Whose Job Is it to Prove a Worker’s Status?
The law places the burden of proof on the hiring entity to determine independent contractor status based on the ABC test. This strict, three-part test comes from the 2018 Dynamex Operations West v. Superior Courtcase. The court ruling dictates that all workers are presumed to be employees unless the hiring party is able to satisfy all three of the following conditions:
A – The worker is free from the control and direction of the hiring entity in connection with the performance of the work, both under the contract for the performance of the work (hiring entities can only impose control over employees. So if there is control exerted, the worker is deemed to be an employee).
B – The worker performs work that is outside the usual course of the hiring entity’s business (for instance, if a company’s normal business is asking people to write articles for them, the people they pay to write articles for them would be considered employees).
C – The worker is customarily engaged in an independently established trade, occupation, or business of the same nature as that involved in the work performed (for example, if an individual writes articles and submits them on speculation to magazines, newspapers, or other businesses, he/she must have an established business with all required licenses, training, letterhead, etc. If the worker only receives income from one hiring entity, he/she would be considered an employee because a true business has more than one customer).
Many fields of business applied for and received exemptions from the law, including real estate agents, actors, singers, and others too numerous to mention. Some photojournalists and graphic designers have received exemptions. As of this date, to the best of my knowledge, writers and editors have not.
The Borello test
The new law applies to all California workers, except for those in several job categories who were specifically exempted from the strict ABC test. However, workers in these exempt categories are not automatically ICs. Instead, almost all such workers are required to pass muster as ICs under the Borello test, the test in effect before AB5 was enacted.
The Borello test (based on the California Supreme Court’s decision in S. G. Borello & Sons vs. Dept. of Industrial Relations) is similar to the right of control test used by the IRS. It’s not nearly as strict as the ABC test. Under this test, the most significant factor is whether the hiring firm has control or the right to control the worker both as to the work done and the manner and means in which it is performed.
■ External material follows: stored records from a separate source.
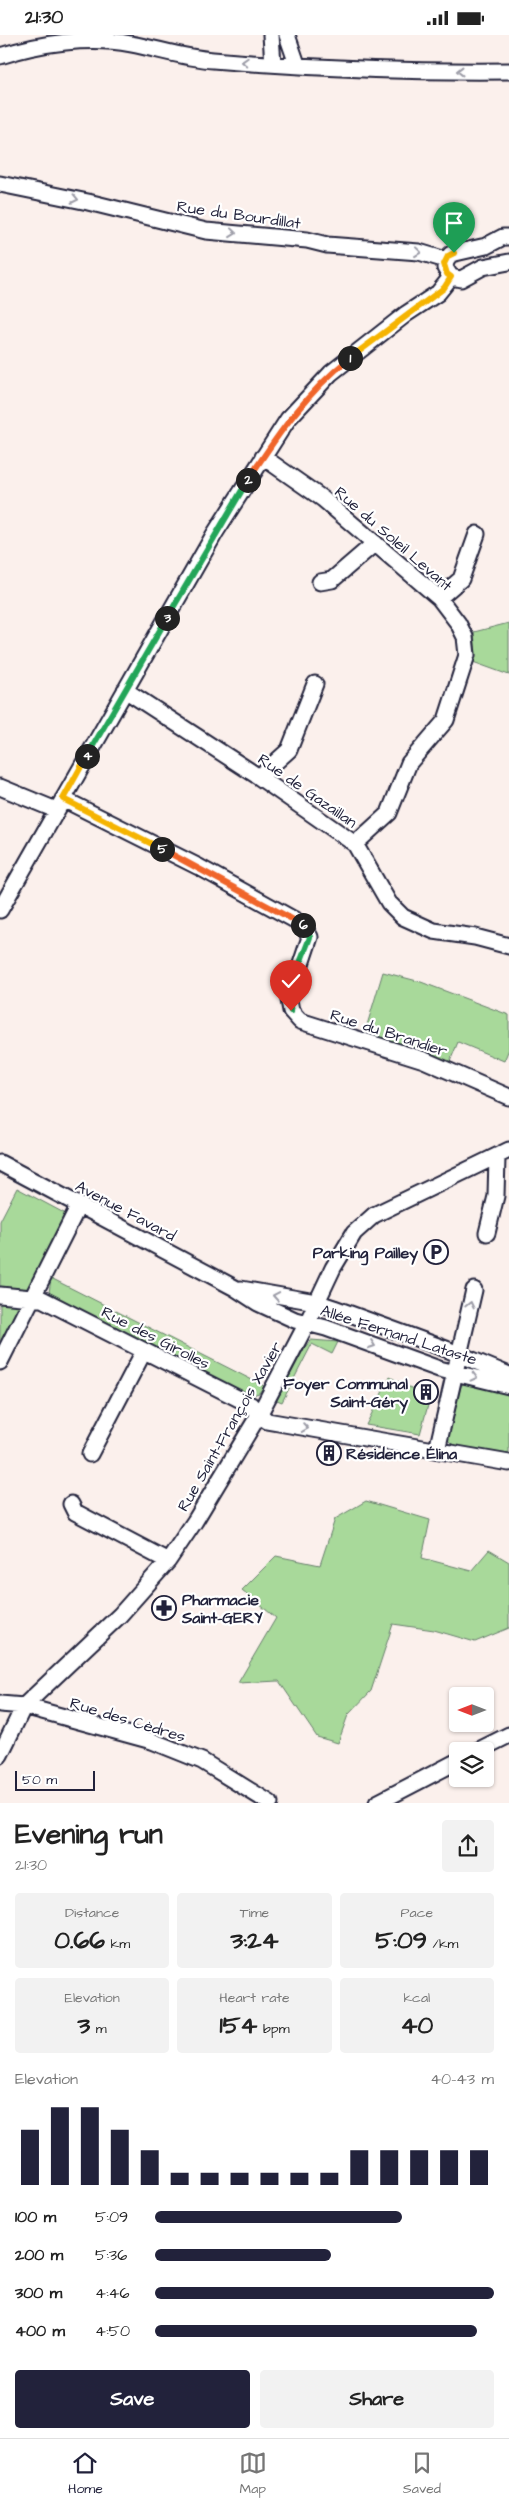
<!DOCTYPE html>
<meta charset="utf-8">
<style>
:root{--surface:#fff;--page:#f2f2f2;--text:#222;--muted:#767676;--line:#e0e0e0;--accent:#22223b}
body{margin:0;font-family:"Architects Daughter",sans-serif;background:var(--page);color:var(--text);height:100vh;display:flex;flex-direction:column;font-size:19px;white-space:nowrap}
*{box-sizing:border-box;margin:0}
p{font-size:16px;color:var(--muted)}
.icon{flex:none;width:28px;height:28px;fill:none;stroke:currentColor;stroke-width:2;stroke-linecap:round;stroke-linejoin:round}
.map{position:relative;height:1768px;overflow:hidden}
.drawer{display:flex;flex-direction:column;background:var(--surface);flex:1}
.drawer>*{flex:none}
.needle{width:32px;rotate:270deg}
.buttons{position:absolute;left:449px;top:1652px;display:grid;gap:10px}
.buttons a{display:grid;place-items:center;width:45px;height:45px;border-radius:5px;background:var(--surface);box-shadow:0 1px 4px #0004;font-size:25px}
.scale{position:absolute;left:15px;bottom:12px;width:80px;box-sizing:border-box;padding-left:5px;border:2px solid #22223b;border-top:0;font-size:14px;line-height:18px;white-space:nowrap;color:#22223b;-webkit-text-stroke:4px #fff;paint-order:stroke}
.pin{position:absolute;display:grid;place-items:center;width:42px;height:42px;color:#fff;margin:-51px -21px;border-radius:50% 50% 50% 0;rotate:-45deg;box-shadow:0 0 5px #0007}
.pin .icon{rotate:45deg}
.km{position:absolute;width:25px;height:25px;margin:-12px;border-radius:50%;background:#222;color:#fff;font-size:14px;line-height:25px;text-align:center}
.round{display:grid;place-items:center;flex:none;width:52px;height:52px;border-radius:5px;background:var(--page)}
.overview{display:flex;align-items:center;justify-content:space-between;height:85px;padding:0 15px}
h1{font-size:28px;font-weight:800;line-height:38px}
.stats{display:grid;grid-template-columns:repeat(3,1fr);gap:8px;height:85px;padding:5px 15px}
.stats div{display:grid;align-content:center;border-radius:5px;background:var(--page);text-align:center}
.stats b{font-size:25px;font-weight:800}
.stats small{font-size:14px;font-weight:400}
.stats p{font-size:14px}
.chart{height:140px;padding:10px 15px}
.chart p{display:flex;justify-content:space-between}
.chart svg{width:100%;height:90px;margin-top:5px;stroke:var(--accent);stroke-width:6}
.cta{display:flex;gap:10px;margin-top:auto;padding:10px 15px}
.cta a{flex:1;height:58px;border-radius:5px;background:var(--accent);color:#fff;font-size:20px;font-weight:800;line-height:58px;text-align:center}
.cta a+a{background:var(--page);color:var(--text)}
ul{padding:0 15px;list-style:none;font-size:16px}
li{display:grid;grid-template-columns:80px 60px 1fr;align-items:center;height:38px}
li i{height:12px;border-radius:6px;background:var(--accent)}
.status{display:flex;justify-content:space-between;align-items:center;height:35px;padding:0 25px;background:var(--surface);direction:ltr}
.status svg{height:14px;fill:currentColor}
.menu{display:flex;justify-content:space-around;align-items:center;height:70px;border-top:1px solid var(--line);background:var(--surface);font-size:14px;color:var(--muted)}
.menu a{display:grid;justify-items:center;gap:2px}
.menu .on{color:var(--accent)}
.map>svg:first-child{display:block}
.green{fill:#a8d99a;stroke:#657e6a}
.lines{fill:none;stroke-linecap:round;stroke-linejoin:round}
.minor-casing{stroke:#22223b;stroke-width:19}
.minor{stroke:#fff;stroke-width:15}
.oneway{stroke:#9c9ca7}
.split-1-casing{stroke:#fff;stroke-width:10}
.split-2-casing{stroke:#fff;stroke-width:10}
.split-3-casing{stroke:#fff;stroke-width:10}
.split-4-casing{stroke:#fff;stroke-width:10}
.split-5-casing{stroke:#fff;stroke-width:10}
.split-6-casing{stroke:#fff;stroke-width:10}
.split-7-casing{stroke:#fff;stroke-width:10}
.split-1{stroke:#f5b400;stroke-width:6}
.split-2{stroke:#f0652b;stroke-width:6}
.split-3{stroke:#22a559;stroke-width:6}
.split-4{stroke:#22a559;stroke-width:6}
.split-5{stroke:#f5b400;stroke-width:6}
.split-6{stroke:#f0652b;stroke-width:6}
.split-7{stroke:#22a559;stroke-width:6}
.labels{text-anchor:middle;stroke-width:4.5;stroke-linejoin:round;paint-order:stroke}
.street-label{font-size:16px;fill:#22223b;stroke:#fff}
.poi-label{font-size:16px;font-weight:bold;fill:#22223b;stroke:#fff;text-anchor:end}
</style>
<div class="status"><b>21:30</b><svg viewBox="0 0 49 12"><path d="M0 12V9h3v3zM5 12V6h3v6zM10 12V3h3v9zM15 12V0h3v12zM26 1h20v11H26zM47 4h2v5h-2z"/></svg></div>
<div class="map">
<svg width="509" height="1768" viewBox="0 0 509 1768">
<rect width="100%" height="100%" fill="#fbf0ec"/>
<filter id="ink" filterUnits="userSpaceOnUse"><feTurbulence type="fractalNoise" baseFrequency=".02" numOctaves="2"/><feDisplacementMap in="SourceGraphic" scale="10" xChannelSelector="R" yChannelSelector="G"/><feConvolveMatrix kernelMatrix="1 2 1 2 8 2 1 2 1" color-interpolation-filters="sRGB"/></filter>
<g filter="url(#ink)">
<!-- green -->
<path class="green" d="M 509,588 L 509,640 L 473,627 L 476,619 L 474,597 Z
M 383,937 L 421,947 L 509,980 L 509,1014 L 504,1026 L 458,1007 L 449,1029 L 364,1000 Z
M 17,1153 L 64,1178 L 65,1181 L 29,1252 L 22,1256 L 0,1254 L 0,1186 Z
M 51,1243 L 264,1351 L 259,1358 L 249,1361 L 58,1265 L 49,1258 Z
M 0,1264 L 18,1269 L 20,1274 L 0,1311 Z
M 311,1305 L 338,1307 L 332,1319 L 312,1309 L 282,1367 L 277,1365 L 305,1312 Z
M 390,1342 L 430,1363 L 420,1399 L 366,1390 Z
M 468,1345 L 509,1355 L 509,1421 L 454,1411 L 448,1405 L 461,1351 Z
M 366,1466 L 430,1485 L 422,1523 L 471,1536 L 489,1515 L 509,1527 L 509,1593 L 475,1607 L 434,1595 L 393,1589 L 371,1656 L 348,1680 L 338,1708 L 317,1702 L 279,1646 L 238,1648 L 276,1583 L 242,1555 L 276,1521 L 320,1530 L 335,1484 Z"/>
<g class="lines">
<defs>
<path id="minor" d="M 271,0 L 273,29
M 287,0 L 297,29
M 0,21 C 41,8 89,1 131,9 C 158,14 185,23 213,25 C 311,33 411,37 509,36
M 0,149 L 88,167 L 206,196 L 307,205 L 327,210 L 419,217 L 446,225
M 509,202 L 503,202 L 486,211 L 451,219 L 446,225 L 445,233 L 451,242 L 461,244 L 483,232 L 509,227
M 263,422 L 323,464 L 439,563 L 458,588 L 465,602 L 467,620 L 446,685 L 409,728 L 389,778 L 355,809
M 320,547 L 332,545 L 375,508
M 439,563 L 461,544 L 477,499
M 125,655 L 259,742 L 355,809 L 389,868 L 403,882 L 434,896 L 475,902 L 509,911
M 259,742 L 289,715 L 315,649
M 0,752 L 56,775
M 63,764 L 199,832 L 302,889 L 310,902 L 289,965 L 291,976 L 300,986 L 424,1025 L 509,1062
M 0,875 L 215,498 L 288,384 L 331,338 L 406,279 L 438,258 L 451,242
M 0,1128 L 235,1253 L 258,1268 L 295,1285 L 326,1293 L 439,1334 L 509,1351
M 487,1198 L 496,1161 L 497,1122
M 241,1254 L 316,1267 L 334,1273 L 446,1314 L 509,1340
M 0,1260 L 42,1264 L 251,1370 L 267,1386 L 509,1428
M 0,1327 L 79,1170
M 437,1415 L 474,1255
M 90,1419 L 144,1316
M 71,1469 L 75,1477 L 168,1526
M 0,1669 L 24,1671 L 152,1706 L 202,1726 L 270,1768
M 477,1716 L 509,1700
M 0,1720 L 24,1671 L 120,1580 L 168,1526 L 195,1486 L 260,1378 L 307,1288 L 333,1233 L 354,1198 L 374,1180 L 509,1115
M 377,1768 L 458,1726"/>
</defs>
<!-- minor casing -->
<use href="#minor" class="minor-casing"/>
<!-- minor -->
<use href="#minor" class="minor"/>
</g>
<!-- one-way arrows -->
<defs><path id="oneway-chevron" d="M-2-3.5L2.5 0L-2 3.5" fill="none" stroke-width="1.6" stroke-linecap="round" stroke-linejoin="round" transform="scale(1.25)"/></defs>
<g class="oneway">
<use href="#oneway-chevron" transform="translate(245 27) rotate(-177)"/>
<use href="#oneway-chevron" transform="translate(460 36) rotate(180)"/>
<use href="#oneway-chevron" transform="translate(75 164) rotate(12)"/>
<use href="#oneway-chevron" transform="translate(233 198) rotate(6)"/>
<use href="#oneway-chevron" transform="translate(418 217) rotate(6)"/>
<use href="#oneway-chevron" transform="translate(276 1261) rotate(-170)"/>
<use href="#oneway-chevron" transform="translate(470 1270) rotate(-77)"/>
<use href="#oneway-chevron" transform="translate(372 1310) rotate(20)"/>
<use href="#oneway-chevron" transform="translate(474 1342) rotate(14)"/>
<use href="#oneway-chevron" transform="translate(305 1393) rotate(9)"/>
</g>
</g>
<g class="lines" filter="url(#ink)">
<defs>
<path id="split-1" d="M 350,323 L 444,253 L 451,242 L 447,239 L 444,229 L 448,221 L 454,218"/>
<path id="split-2" d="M 248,445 C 278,399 307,357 350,323"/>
<path id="split-3" d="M 167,583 L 248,445"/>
<path id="split-4" d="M 87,721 L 167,583"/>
<path id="split-5" d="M 87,721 L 63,764 L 162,814"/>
<path id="split-6" d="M 162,814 L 303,890"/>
<path id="split-7" d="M 291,976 C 284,960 304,920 310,902 L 303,890"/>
</defs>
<!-- split-1 casing -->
<use href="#split-1" class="split-1-casing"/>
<!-- split-2 casing -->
<use href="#split-2" class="split-2-casing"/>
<!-- split-3 casing -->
<use href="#split-3" class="split-3-casing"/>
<!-- split-4 casing -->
<use href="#split-4" class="split-4-casing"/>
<!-- split-5 casing -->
<use href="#split-5" class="split-5-casing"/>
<!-- split-6 casing -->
<use href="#split-6" class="split-6-casing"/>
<!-- split-7 casing -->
<use href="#split-7" class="split-7-casing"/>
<!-- split-1 -->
<use href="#split-1" class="split-1"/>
<!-- split-2 -->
<use href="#split-2" class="split-2"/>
<!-- split-3 -->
<use href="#split-3" class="split-3"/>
<!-- split-4 -->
<use href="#split-4" class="split-4"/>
<!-- split-5 -->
<use href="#split-5" class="split-5"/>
<!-- split-6 -->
<use href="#split-6" class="split-6"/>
<!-- split-7 -->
<use href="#split-7" class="split-7"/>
</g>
<!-- icons -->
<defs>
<symbol id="parking-ring" viewBox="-11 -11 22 22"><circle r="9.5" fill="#fff" stroke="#22223b" stroke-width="1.5"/><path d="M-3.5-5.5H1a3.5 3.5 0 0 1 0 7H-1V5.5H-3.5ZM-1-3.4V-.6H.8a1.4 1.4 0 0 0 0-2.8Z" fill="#22223b"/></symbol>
<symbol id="building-ring" viewBox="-11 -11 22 22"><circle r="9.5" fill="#fff" stroke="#22223b" stroke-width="1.5"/><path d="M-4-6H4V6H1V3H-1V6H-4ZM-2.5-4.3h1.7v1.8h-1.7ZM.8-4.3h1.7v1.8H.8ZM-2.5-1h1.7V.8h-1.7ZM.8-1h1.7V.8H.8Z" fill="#22223b"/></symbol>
<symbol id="pharmacy-ring" viewBox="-11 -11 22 22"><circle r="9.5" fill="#fff" stroke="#22223b" stroke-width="1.5"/><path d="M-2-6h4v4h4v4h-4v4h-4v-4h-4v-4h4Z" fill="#22223b"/></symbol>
</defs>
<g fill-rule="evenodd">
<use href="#parking-ring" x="422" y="1203" width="28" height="28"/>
<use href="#building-ring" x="412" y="1343" width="28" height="28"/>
<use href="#building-ring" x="315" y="1404" width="28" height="28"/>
<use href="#pharmacy-ring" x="150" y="1559" width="28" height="28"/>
</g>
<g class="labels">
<!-- street labels -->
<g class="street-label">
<text transform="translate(239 179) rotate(8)" y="6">Rue du Bourdillat</text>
<text transform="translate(394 503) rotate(41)" y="6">Rue du Soleil Levant</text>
<text transform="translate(308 755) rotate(35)" y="6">Rue de Gazaillan</text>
<text transform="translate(389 997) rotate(18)" y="6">Rue du Brandier</text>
<text transform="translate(126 1175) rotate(28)" y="6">Avenue Favard</text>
<text transform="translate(399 1299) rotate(18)" y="6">Allée Fernand Lataste</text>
<text transform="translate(156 1302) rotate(27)" y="6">Rue des Girolles</text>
<text transform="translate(229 1391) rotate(-60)" y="6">Rue Saint-François Xavier</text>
<text transform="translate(128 1684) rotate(17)" y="6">Rue des Cèdres</text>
</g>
<!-- poi labels -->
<g class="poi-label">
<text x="418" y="1223">Parking Pailley</text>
<text x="408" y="1354">Foyer Communal<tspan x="408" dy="18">Saint-Géry</tspan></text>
<text x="346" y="1424" text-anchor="start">Résidence Élina</text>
<text x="182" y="1570" text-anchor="start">Pharmacie<tspan x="182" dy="18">Saint-GERY</tspan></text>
</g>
</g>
</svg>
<div class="buttons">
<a><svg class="needle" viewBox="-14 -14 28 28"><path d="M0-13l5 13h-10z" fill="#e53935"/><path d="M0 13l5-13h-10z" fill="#767676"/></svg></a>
<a><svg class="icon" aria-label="layers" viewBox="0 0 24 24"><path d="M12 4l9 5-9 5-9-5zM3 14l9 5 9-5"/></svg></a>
</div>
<div class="scale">50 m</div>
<div class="pin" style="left:454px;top:218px;background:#1e9e55"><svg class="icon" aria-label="arrive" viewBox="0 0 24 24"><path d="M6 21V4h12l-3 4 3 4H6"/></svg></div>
<div class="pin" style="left:291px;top:976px;background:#d93025"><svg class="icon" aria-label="check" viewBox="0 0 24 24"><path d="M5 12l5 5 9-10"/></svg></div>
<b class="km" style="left:350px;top:323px">1</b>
<b class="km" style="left:248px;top:445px">2</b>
<b class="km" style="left:167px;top:583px">3</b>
<b class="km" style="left:87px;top:721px">4</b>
<b class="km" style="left:162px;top:814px">5</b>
<b class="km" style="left:303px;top:890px">6</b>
</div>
<section class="drawer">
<div class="overview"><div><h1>Evening run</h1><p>21:30</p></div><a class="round"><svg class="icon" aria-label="share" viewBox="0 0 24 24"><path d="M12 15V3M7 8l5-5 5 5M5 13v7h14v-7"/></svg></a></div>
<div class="stats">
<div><p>Distance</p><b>0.66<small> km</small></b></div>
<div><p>Time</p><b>3:24</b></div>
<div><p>Pace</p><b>5:09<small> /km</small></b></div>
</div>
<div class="stats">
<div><p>Elevation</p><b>3<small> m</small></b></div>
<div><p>Heart rate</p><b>154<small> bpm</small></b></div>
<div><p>kcal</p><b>40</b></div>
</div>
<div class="chart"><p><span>Elevation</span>40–43 m</p>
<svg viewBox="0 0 160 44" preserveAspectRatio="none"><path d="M5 44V17M15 44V6M25 44V6M35 44V17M45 44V27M55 44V38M65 44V38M75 44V38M85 44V38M95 44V38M105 44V38M115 44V27M125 44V27M135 44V27M145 44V27M155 44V27"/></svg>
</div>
<ul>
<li><b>100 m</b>5:09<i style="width:73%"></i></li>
<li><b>200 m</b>5:36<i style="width:52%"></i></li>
<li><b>300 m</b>4:46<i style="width:100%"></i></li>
<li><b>400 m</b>4:50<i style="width:95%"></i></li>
</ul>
<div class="cta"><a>Save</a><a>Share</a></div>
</section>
<nav class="menu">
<a class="on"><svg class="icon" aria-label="home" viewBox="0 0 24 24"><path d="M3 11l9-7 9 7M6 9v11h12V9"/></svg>Home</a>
<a><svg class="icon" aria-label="map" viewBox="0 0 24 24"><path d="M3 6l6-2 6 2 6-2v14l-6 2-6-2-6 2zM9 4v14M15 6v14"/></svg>Map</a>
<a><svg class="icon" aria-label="saved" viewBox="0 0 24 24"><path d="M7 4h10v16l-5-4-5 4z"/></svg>Saved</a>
</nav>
In addition, the following factors are to be considered:
1. Whether the worker is engaged in an occupation or business that is distinct from that of the hiring firm
2. Whether the work is part of the hiring firm’s regular business
3. Whether the hiring firm or the worker supplies the equipment, tools, and the place for the person doing the work
4. The worker’s financial investment in the equipment or materials required to perform the work
5. The skill required in the particular occupation
6. The kind of occupation—whether, in the locality, the work is usually done under the hiring firm’s direction or by a specialist without supervision
7. The worker’s opportunity for profit or loss depending on his or her own managerial skill
8. How long the services are to be performed
9. The degree of permanence of the working relationship
10. The payment method, whether by time or by the job, and
11. Whether the parties believe they are creating an employer/employee relationship.
No single factor in the Borello test is determinative, the first one—whether the individual’s work is the service or product that is the company’s primary business—is given the most weight.